## Listed records
━━━━━━━━━━━━━━━━━━━━
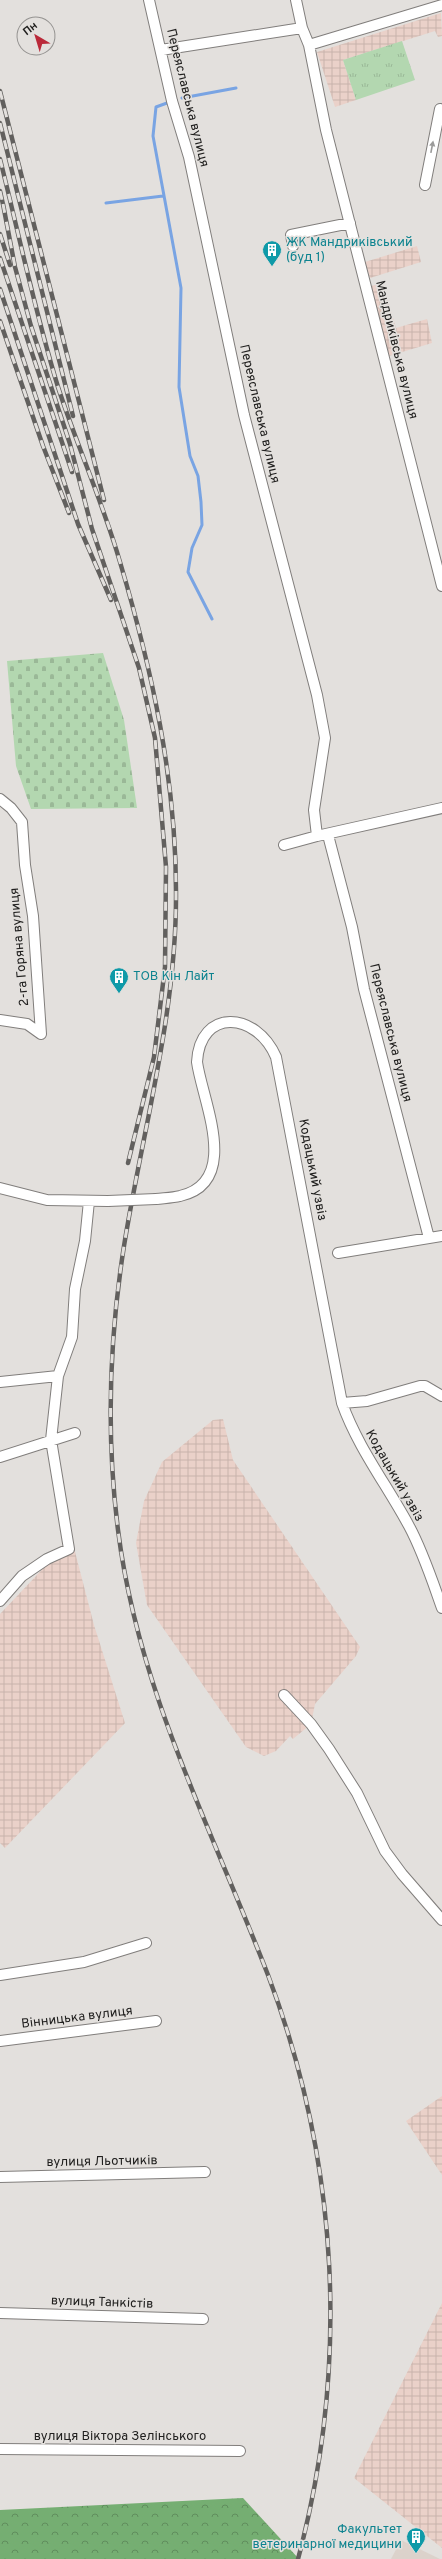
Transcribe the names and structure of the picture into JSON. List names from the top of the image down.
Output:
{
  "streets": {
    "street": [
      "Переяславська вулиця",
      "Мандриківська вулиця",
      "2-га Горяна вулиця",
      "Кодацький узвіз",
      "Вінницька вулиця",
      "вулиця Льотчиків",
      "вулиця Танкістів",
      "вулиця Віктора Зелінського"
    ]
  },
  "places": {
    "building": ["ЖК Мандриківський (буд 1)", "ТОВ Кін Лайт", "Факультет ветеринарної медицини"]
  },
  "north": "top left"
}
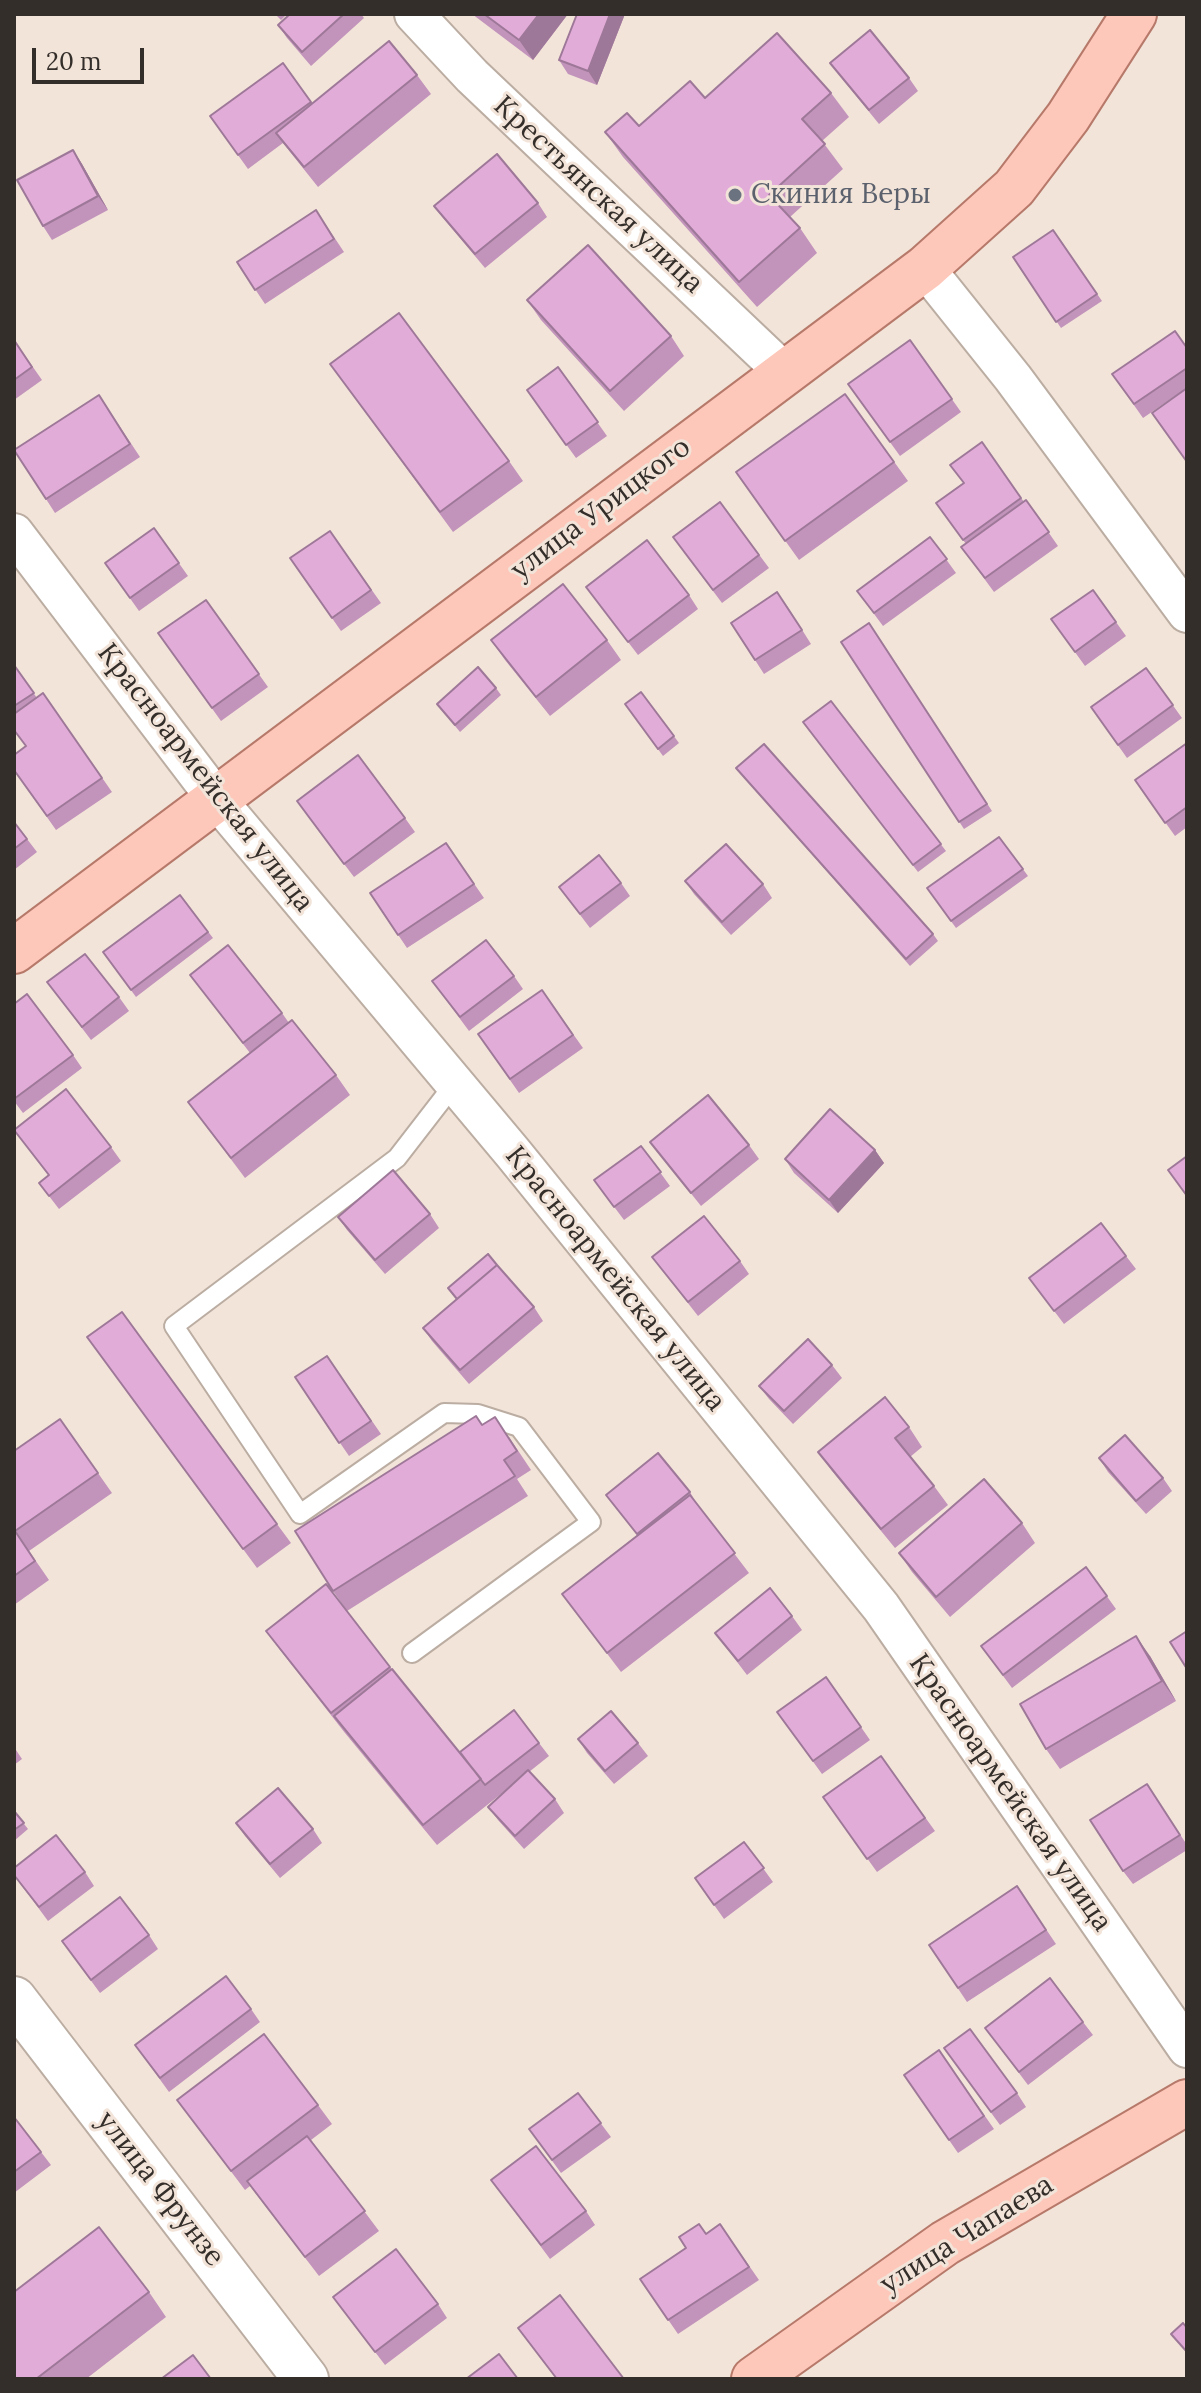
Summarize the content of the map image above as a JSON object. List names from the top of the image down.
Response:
━━━━━━━━━━━━━━━━━━━━
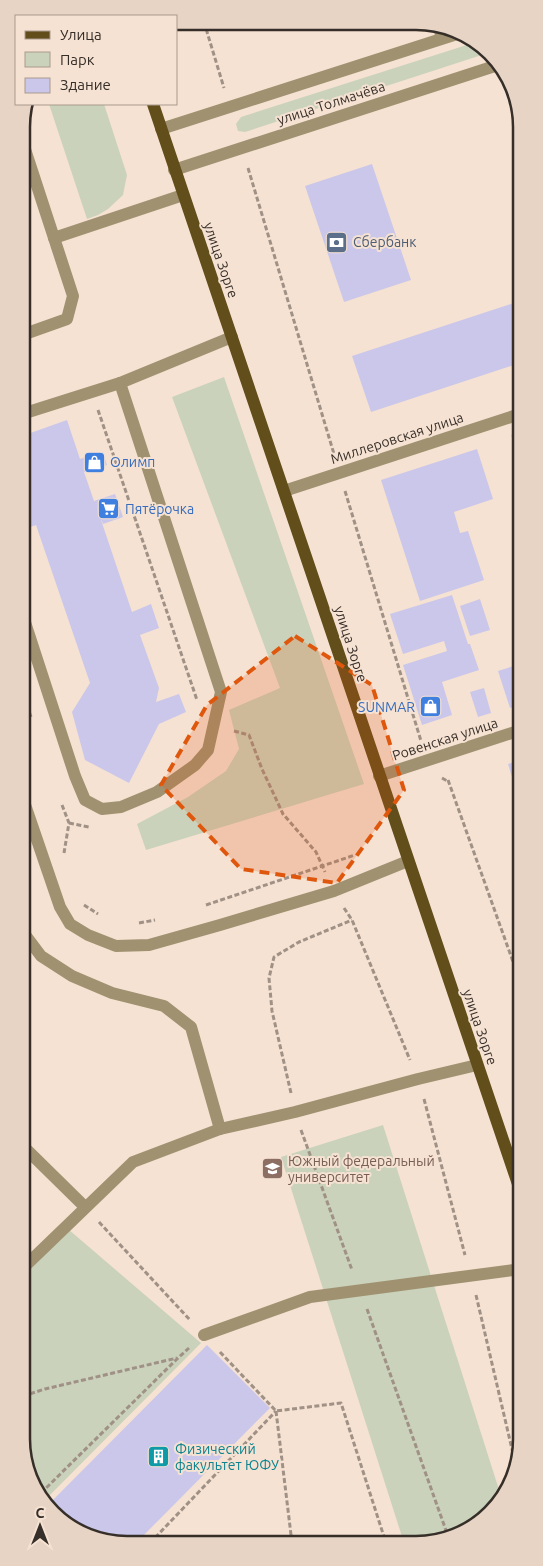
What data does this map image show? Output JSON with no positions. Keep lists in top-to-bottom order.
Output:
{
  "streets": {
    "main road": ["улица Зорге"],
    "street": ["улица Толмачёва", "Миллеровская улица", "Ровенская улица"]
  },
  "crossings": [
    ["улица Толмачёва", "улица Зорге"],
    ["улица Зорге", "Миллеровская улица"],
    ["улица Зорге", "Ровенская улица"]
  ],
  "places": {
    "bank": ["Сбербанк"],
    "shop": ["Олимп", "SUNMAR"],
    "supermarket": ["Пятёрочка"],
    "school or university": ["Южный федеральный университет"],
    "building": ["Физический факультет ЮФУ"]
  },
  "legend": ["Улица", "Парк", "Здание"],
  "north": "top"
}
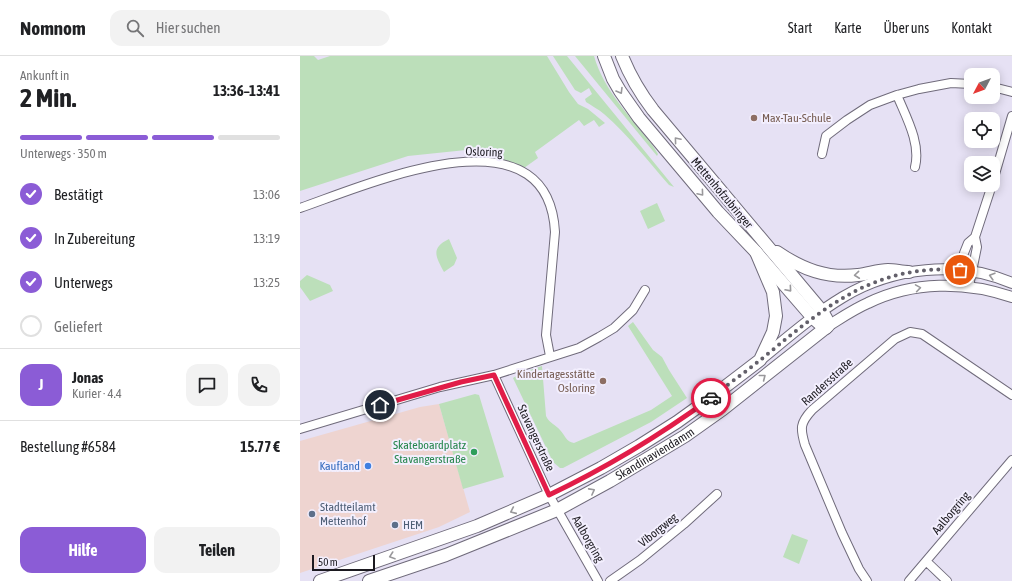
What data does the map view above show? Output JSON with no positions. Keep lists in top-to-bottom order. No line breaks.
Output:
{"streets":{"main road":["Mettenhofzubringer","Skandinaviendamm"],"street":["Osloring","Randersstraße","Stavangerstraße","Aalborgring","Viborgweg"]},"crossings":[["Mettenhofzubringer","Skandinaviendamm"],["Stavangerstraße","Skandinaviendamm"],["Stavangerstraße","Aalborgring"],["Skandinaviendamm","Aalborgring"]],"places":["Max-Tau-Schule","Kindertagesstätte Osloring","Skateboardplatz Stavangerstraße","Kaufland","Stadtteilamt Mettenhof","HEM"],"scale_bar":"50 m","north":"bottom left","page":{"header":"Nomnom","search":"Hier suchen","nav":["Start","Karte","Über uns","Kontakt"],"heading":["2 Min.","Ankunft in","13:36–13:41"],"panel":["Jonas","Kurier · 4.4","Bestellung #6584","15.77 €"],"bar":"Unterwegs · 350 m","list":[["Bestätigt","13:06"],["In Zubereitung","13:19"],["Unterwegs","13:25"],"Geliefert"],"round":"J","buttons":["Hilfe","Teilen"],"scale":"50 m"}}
━━━━━━━━━━━━━━━━━━━━
## Task directions
Whenever the word "order" shows up in a line, that line counts. Say how many lines of the data count, giving the number alone.

## Your response
2